Transaktionale Stresstheorie

Die transaktionale Stresstheorie bringt dagegen das Erleben des Individuums noch mehr in den Mittelpunkt. Demnach ist Stress ein Prozess der emotionalen Bewertung (appraisal); wird eine Situation als belastend eingeschätzt, folgt eine Bewertung der Folgen. Dazu zählen bereits eingetretene Schäden, Antizipation von Schäden (Bedrohung) oder als positiv wahrgenommene Chancen (Herausforderung).

Diese sekundäre Bewertung kann gleichzeitig erfolgen, bezieht sich aber auf individuelle Fähigkeiten und situationsbedingte Möglichkeiten zur Bewältigung (Coping). Auf die Bewertung erfolgt die emotionale (palliative) bzw. instrumentelle Reaktion. Dazu zählen je nach Bewertung

  • Konfrontation (bei günstiger Einschätzung)
  • Flucht
  • Intrapsychische Bewältigung (z. B. Bagatellisierung)).

Der Prozess endet mit einer Neubewertung der Situation.

Was tun bei Stress?

Wie sich aus den obigen Theorien erkennen lässt, gibt es darauf keine allgemeine Antwort - auch wenn das Internet voll von Empfehlungen ist. Aber während beim Einen Yoga, Mediation oder der tägliche Spaziergang Wunder wirken mögen, werden Andere ohne eine Psychotherapie evtl. sogar mit medikamentöser Unterstützung, einen Jobwechsel oder andere große Veränderungen ihren Stress nicht in den Griff bekommen. Der Begriff der Work-Life-Balance führt hier ebenfalls nur bedingt weiter (vergleiche dazu auch den Artikel in diesem Blog).

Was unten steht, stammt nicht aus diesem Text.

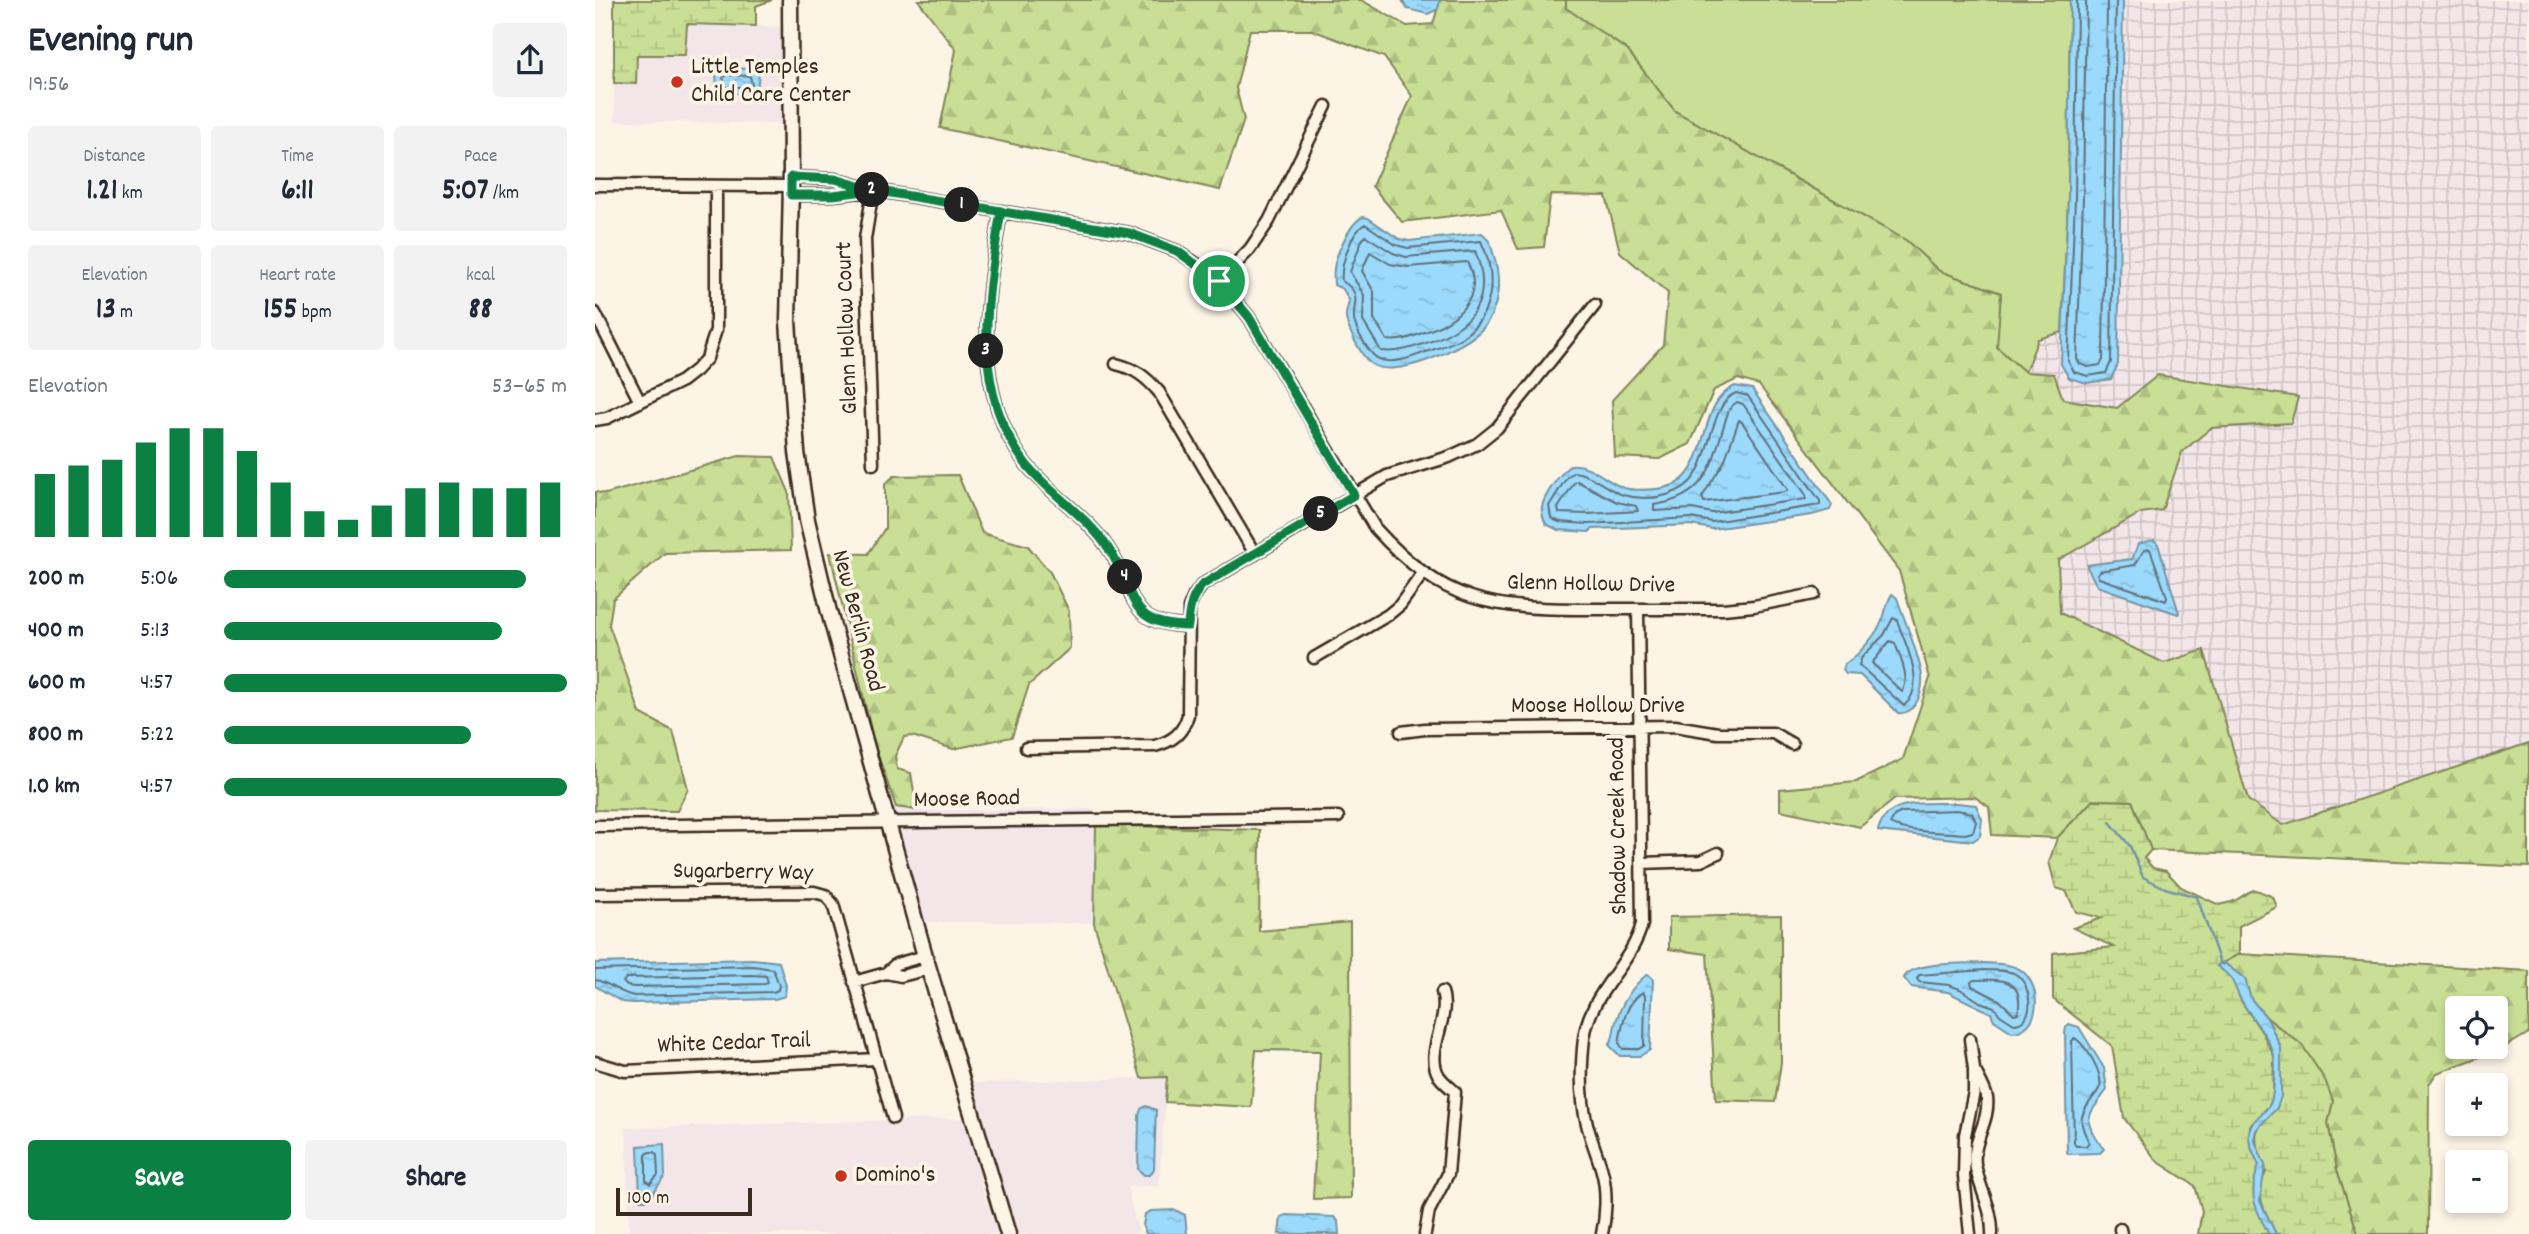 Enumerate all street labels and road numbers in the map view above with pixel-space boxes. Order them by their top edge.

Wenn sie sich aber ein paar grundsätzliche Fragen stellen und ehrlich beantworten, wird sich möglicherweise eine Lösung abzeichnen:

  1. Welche Situation löst Stress bei mir aus?
  2. Welche Gedanken und Gefühle habe ich dabei?
  3. Habe ich schon einmal Ausnahmen erlebt? Worin lag der Unterschied?
  4. Was habe ich bisher getan, um mit dem erlebten Stress umzugehen? Wie gut hat das funktioniert?
  5. Mit wem könnte ich darüber sprechen?

Zu guter Letzt noch die Wunderfrage: Stellen sie sich vor, sie wachen eines Morgens auf, all ihre Stressgefühle sind verschwunden und sie wissen, dass sie nie wieder kommen werden. Wie fühlt sich das an? Was werden sie jetzt alles tun, von dem sie früher nie zu träumen gewagt hätten?